Wild Capsicum species such as C. chinense, C. frutescens, C. baccatum, and C. pubescence are well-known for their intercrossing characteristics with C. annuum to produce fertile progenies. Thus, to enhance breeding efficiency of C. annuum, inter-breeding of C. annuum with other wild Capsicum species has been performed [18]. Several agronomic and physiological traits found in wild Capsicum species are considered valuable genetic sources to improve the characteristics of C. annuum [19]. Especially, capsaicinoids comprise a group of substances produced only within the Capsicum genus, which is one of the pivotal criteria for hot pepper breeding [20]. Research on various Capsicum species is not only relevant to improve C. annuum, but also to discover novel species. This may lead to domestication and preservation of their genetic pool in Capsicum species and may play a significant role in conservation of Capsicum species.

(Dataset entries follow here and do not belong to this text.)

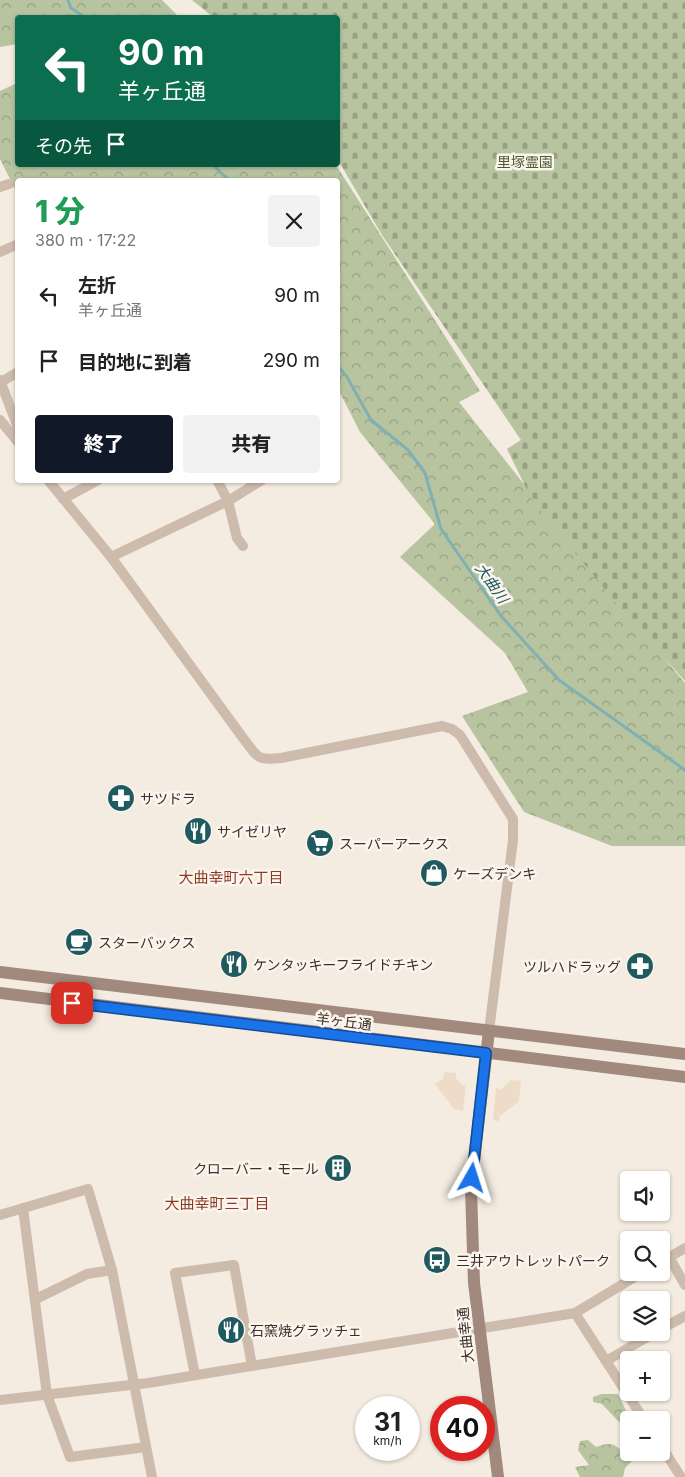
<!DOCTYPE html>
<html lang="ja">
<meta charset="utf-8">
<style>
body{margin:0;font-family:Inter,"Noto Sans JP",sans-serif;background:#f2f2f2;color:#222;height:100vh;display:flex;flex-direction:column;font-size:19px;white-space:nowrap}
*{box-sizing:border-box;margin:0}
p{font-size:16px;color:#767676}
.icon{flex:none;width:28px;height:28px;fill:none;stroke:currentColor;stroke-width:2;stroke-linecap:round;stroke-linejoin:round}
.map{position:relative;flex:1;overflow:hidden}
.details{position:absolute;left:15px;top:178px;width:325px;height:305px;display:flex;flex-direction:column;background:#fff;border-radius:5px;box-shadow:0 1px 4px #0004}
.details>*{flex:none}
.hud{position:absolute;left:15px;top:15px;width:325px;height:152px;border-radius:5px;box-shadow:0 1px 4px #0004;background:#0b6e4f;color:#fff;overflow:hidden}
.fabs{position:absolute;left:620px;top:1171px;display:grid;gap:10px}
.fabs a{display:grid;place-items:center;width:50px;height:50px;border-radius:5px;background:#fff;box-shadow:0 1px 4px #0004;font-size:25px}
.speed{position:absolute;left:355px;top:1396px;display:flex;gap:10px;font-size:25px;font-weight:700;text-align:center}
.speed>*{display:grid;place-content:center;width:65px;height:65px;border-radius:50%;background:#fff;box-shadow:0 1px 4px #0004;line-height:1}
.speed small{font-size:12px;font-weight:400}
.speed .limit{border:8px solid #d22;background:#fff;color:#111}
.pin{position:absolute;display:grid;place-items:center;width:42px;height:42px;color:#fff;margin:-21px;border-radius:10px;box-shadow:0 2px 8px #0006}
.me{position:absolute;width:55px;margin:-28px;rotate:6deg;stroke-linejoin:round;filter:drop-shadow(0 0 4px #0008)}
.turn{display:flex;align-items:center;gap:18px;height:105px;padding:0 20px;font-size:22px}
.turn .icon{width:65px;height:65px;stroke-width:2.5}
.turn b{display:block;font-size:35px;line-height:42px}
.then{display:flex;align-items:center;height:48px;padding:0 20px;background:#0003;gap:10px;font-size:19px}
.round{display:grid;place-items:center;flex:none;width:52px;height:52px;border-radius:5px;background:#f2f2f2}
.head{display:flex;align-items:center;justify-content:space-between;height:85px;padding:0 20px}
h1{font-size:30px;font-weight:800;line-height:38px;color:#1e9e55}
.action{display:flex;gap:10px;margin-top:auto;padding:10px 20px}
.action a{flex:1;height:58px;border-radius:5px;background:#111827;color:#fff;font-size:20px;font-weight:800;line-height:58px;text-align:center}
.action a+a{background:#f2f2f2;color:#222}
ul{padding:0;list-style:none}
li{display:flex;align-items:center;gap:15px;height:65px;padding:0 20px}
li div{flex:1}
li b{display:block;font-size:19px}
li em{font-style:normal}
.map>svg:first-child{display:block}
.forest{fill:url(#forest-crowns)}
.cemetery{fill:url(#cemetery-stones)}
.plaza{fill:#ecdcc8}
.lines{fill:none;stroke-linecap:round;stroke-linejoin:round}
.stream{stroke:#7fb0b2;stroke-width:3}
.street{stroke:#cdbbac;stroke-width:10}
.secondary{stroke:#a18a7d;stroke-width:12}
.route-casing{stroke:#114b97;stroke-width:12}
.route{stroke:#1a73e8;stroke-width:9}
.labels{text-anchor:middle;dominant-baseline:central;stroke-width:5;stroke-linejoin:round;paint-order:stroke}
.park-label{font-size:14px;fill:#4a5a2e;stroke:#fbf5ee}
.poi-label{font-size:14px;fill:#3b302b;stroke:#fbf5ee;text-anchor:start}
.street-label{font-size:14px;fill:#3b302b;stroke:#fbf5ee}
.water-label{font-size:15px;font-style:italic;fill:#1f5a5e;stroke:#fbf5ee}
.neighbourhood-label{font-size:15px;fill:#8c3b22;stroke:#fbf5ee}
</style>
<div class="map">
<svg width="685" height="1477" viewBox="0 0 685 1477">
<defs>
<pattern id="forest-crowns" width="20" height="18" patternUnits="userSpaceOnUse" patternTransform="scale(1.25)"><rect width="20" height="18" fill="#b8c4a0"/><path d="M2 6a3 3 0 1 1 6 0M12 15a3 3 0 1 1 6 0" fill="none" stroke="#97a083"/></pattern>
<pattern id="cemetery-stones" width="16" height="16" patternUnits="userSpaceOnUse" patternTransform="scale(1.25)"><rect width="16" height="16" fill="#b8c4a0"/><path d="M2 7V4a2 2 0 0 1 4 0v3zM10 15v-3a2 2 0 0 1 4 0v3z" fill="#97a083"/></pattern>
</defs>
<rect width="100%" height="100%" fill="#f4ebe1"/>
<g class="forest">
<polygon points="0,0 162,0 179,17 18,18 17,44 0,47"/>
<polygon points="17,83 18,165 336,165 480,391 459,402 615,599 685,683 685,846 612,846 524,812 462,716 528,692 505,653 400,557 435,524 360,432 338,389 338,180 18,180 17,193 0,159 0,91"/>
<polygon points="601,1394 618,1394 628,1415 619,1422 602,1404 593,1402 593,1397"/>
<path d="M588 1440 596 1447C611 1442 612 1443 624 1452 629 1455 631 1455 632 1461L625 1468 623 1477H580L575 1467 589 1465 578 1450 580 1441Z"/>
</g>
<polygon class="cemetery" points="192,0 685,0 685,681 634,625 532,500 507,449 521,440 382,235 338,160 338,18 213,17"/>
<g class="plaza">
<polygon points="444,1072 456,1073 456,1078 462,1085 466,1085 463,1111 454,1109 435,1084 444,1078"/>
<polygon points="511,1080 521,1081 519,1101 500,1116 499,1121 493,1120 496,1088 500,1090"/>
</g>
<g class="lines">
<g class="stream">
<polyline points="68,0 71,8 86,18"/>
<polyline points="213,165 229,180"/>
<polyline points="338,366 347,377 371,420 408,450 425,473 441,529 501,616 559,680 685,770"/>
</g>
<g class="street">
<polyline points="0,187 9,184"/>
<polyline points="0,252 18,244"/>
<polyline points="0,380 18,428"/>
<polyline points="1,382 18,372"/>
<polyline points="0,420 18,442"/>
<path d="M48 480 111 557 243 738C258 757 256 761 281 758L442 726 452 729 460 735 513 819V840L489 1031"/>
<polyline points="217,480 228,501 237,538 243,546"/>
<polyline points="63,499 98,480"/>
<polyline points="111,557 228,501 262,480"/>
<polyline points="23,1208 47,1395 70,1457 146,1447"/>
<polyline points="0,1215 88,1189 112,1270 152,1477"/>
<polyline points="669,1257 685,1285"/>
<polyline points="661,1262 685,1248"/>
<polyline points="36,1299 87,1274 112,1270"/>
<polyline points="575,1313 644,1420"/>
<polyline points="661,1329 685,1316"/>
<polyline points="606,1361 656,1332"/>
<polyline points="195,1375 175,1273 234,1265 252,1366"/>
<polyline points="0,1400 148,1383 575,1313 643,1272"/>
<polyline points="661,1446 681,1477"/>
</g>
<g class="secondary">
<polyline points="0,972 685,1054"/>
<polyline points="0,993 685,1077"/>
<polyline points="472,1178 489,1031"/>
<polyline points="471,1189 474,1283 498,1477"/>
</g>
</g>
<g class="lines">
<g class="route-casing">
<polyline id="route" points="72,1003 486,1053 472,1178"/>
</g>
<use href="#route" class="route"/>
</g>
<defs>
<g id="pharmacy-disc" transform="scale(1.4375)"><circle r="9.5" fill="#1f5a5e" stroke="#fbf5ee"/><path d="M-2-6h4v4h4v4h-4v4h-4v-4h-4v-4h4Z" fill="#fff"/></g>
<g id="restaurant-disc" transform="scale(1.4375)"><circle r="9.5" fill="#1f5a5e" stroke="#fbf5ee"/><path d="M-5-6h1v4h1v-4h1v4h1v-4h1v5L-1.5 .5V6h-2V.5L-5-1ZM5-6V6H3V1.5H1.5Q1.5-4 5-6Z" fill="#fff"/></g>
<g id="supermarket-disc" transform="scale(1.4375)"><circle r="9.5" fill="#1f5a5e" stroke="#fbf5ee"/><path d="M-6-5.5h2.5l.6 2H6L4.5 2H-2.5L-4.4-4H-6ZM-1.5 3.2a1.3 1.3 0 1 0 .1 0ZM3 3.2a1.3 1.3 0 1 0 .1 0Z" fill="#fff"/></g>
<g id="shop-disc" transform="scale(1.4375)"><circle r="9.5" fill="#1f5a5e" stroke="#fbf5ee"/><path d="M-5-2.5h2.3a2.7 3.5 0 0 1 5.4 0H5L5.5 6h-11ZM-1.5-2.5h3a1.5 2.3 0 0 0-3 0Z" fill="#fff"/></g>
<g id="cafe-disc" transform="scale(1.4375)"><circle r="9.5" fill="#1f5a5e" stroke="#fbf5ee"/><path d="M-5.5-4.5H6V0H3Q3 3.5 0 3.5H-2.5Q-5.5 3.5-5.5 0ZM3-3.2v2h1.7v-2ZM-6 4.5H4V6H-6Z" fill="#fff"/></g>
<g id="building-disc" transform="scale(1.4375)"><circle r="9.5" fill="#1f5a5e" stroke="#fbf5ee"/><path d="M-4-6H4V6H1V3H-1V6H-4ZM-2.5-4.3h1.7v1.8h-1.7ZM.8-4.3h1.7v1.8H.8ZM-2.5-1h1.7V.8h-1.7ZM.8-1h1.7V.8H.8Z" fill="#fff"/></g>
<g id="bus-disc" transform="scale(1.4375)"><circle r="9.5" fill="#1f5a5e" stroke="#fbf5ee"/><path d="M-5-6H5V4H4V6H2V4H-2V6H-4V4H-5ZM-3.5-4V0h7V-4ZM-3.5 1.2v1.5H-2V1.2ZM2 1.2v1.5H3.5V1.2Z" fill="#fff"/></g>
</defs>
<g fill-rule="evenodd">
<use href="#pharmacy-disc" x="121" y="798"/>
<use href="#restaurant-disc" x="198" y="831"/>
<use href="#supermarket-disc" x="320" y="843"/>
<use href="#shop-disc" x="434" y="873"/>
<use href="#cafe-disc" x="79" y="942"/>
<use href="#restaurant-disc" x="234" y="964"/>
<use href="#pharmacy-disc" x="640" y="966"/>
<use href="#building-disc" x="338" y="1168"/>
<use href="#bus-disc" x="437" y="1260"/>
<use href="#restaurant-disc" x="231" y="1330"/>
</g>
<g class="labels">
<g class="park-label">
<text x="525" y="161">里塚霊園</text>
</g>
<g class="poi-label">
<text x="140" y="798">サツドラ</text>
<text x="217" y="831">サイゼリヤ</text>
<text x="339" y="843">スーパーアークス</text>
<text x="453" y="873">ケーズデンキ</text>
<text x="98" y="942">スターバックス</text>
<text x="253" y="964">ケンタッキーフライドチキン</text>
<text x="621" y="966" text-anchor="end">ツルハドラッグ</text>
<text x="319" y="1168" text-anchor="end">クローバー・モール</text>
<text x="456" y="1260">三井アウトレットパーク</text>
<text x="250" y="1330">石窯焼グラッチェ</text>
</g>
<g class="street-label">
<text transform="translate(344 1021) rotate(7)">羊ヶ丘通</text>
<text transform="translate(465 1335) rotate(-96)">大曲幸通</text>
</g>
<g class="water-label">
<text transform="translate(492 583) rotate(55)">大曲川</text>
</g>
<g class="neighbourhood-label">
<text x="231" y="877">大曲幸町六丁目</text>
<text x="217" y="1203">大曲幸町三丁目</text>
</g>
</g>
</svg>
<div class="fabs">
<a><svg class="icon" aria-label="sound" viewBox="0 0 24 24"><path d="M4 9h4l5-4v14l-5-4H4zM17 9q2 3 0 6"/></svg></a>
<a><svg class="icon" aria-label="search" viewBox="0 0 24 24"><circle cx="10" cy="10" r="6"/><path d="M15 15l6 6"/></svg></a>
<a><svg class="icon" aria-label="layers" viewBox="0 0 24 24"><path d="M12 4l9 5-9 5-9-5zM3 14l9 5 9-5"/></svg></a>
<a>+</a>
<a>−</a>
</div>
<div class="speed"><div>31<small>km/h</small></div><div class="limit">40</div></div>
<div class="pin" style="left:72px;top:1003px;background:#d93025"><svg class="icon" aria-label="arrive" viewBox="0 0 24 24"><path d="M6 21V4h12l-3 4 3 4H6"/></svg></div>
<svg class="me" style="left:472px;top:1178px" viewBox="-20 -20 40 40"><path d="M0-17L14 15 0 8-14 15z" fill="#1a73e8" stroke="#fff" stroke-width="4"/></svg>
<div class="hud">
<div class="turn"><svg class="icon" aria-label="left" viewBox="0 0 24 24"><path d="M17 20v-9H6M10 6l-5 5 5 5"/></svg><div><b>90 m</b>羊ヶ丘通</div></div>
<div class="then">その先<svg class="icon" aria-label="arrive" viewBox="0 0 24 24"><path d="M6 21V4h12l-3 4 3 4H6"/></svg></div>
</div>
<section class="details">
<div class="head"><div><h1>1 分</h1><p>380 m · 17:22</p></div><a class="round"><svg class="icon" aria-label="close" viewBox="0 0 24 24"><path d="M6 6l12 12M18 6L6 18"/></svg></a></div>
<ul>
<li><svg class="icon" aria-label="left" viewBox="0 0 24 24"><path d="M17 20v-9H6M10 6l-5 5 5 5"/></svg><div><b>左折</b><p>羊ヶ丘通</p></div><em>90 m</em></li>
<li><svg class="icon" aria-label="arrive" viewBox="0 0 24 24"><path d="M6 21V4h12l-3 4 3 4H6"/></svg><div><b>目的地に到着</b></div><em>290 m</em></li>
</ul>
<div class="action"><a>終了</a><a>共有</a></div>
</section>
</div>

Despite the economic importance of C. annuum, the availability of wild Capsicum species for use in cultivar breeding is relatively limited within the Solanum family. Recent advances in next-generation sequencing (NGS) technology have made whole-genome sequencing and analysis much more straightforward than in the past. Whole genome-scale datasets encompass a larger number of single nucleotide polymorphisms (SNPs), which can significantly aid in reconstructing well-supported species-specific phylogenetic trees [21]. However, the large genome size of Capsicum species (> 3 Gbp) with long terminal repeat (LTR) sequences hinders its genomic analysis [22,23,24]. Plastid genome assembly and analysis are relatively simple approaches for analyzing the phylogenetic history of a species [25] and are highly useful in resolving taxonomic complexes within and between species and provides insights for breeding programs [26]. In particular, maternal inheritance of plastids provides stable molecular evidence for each species.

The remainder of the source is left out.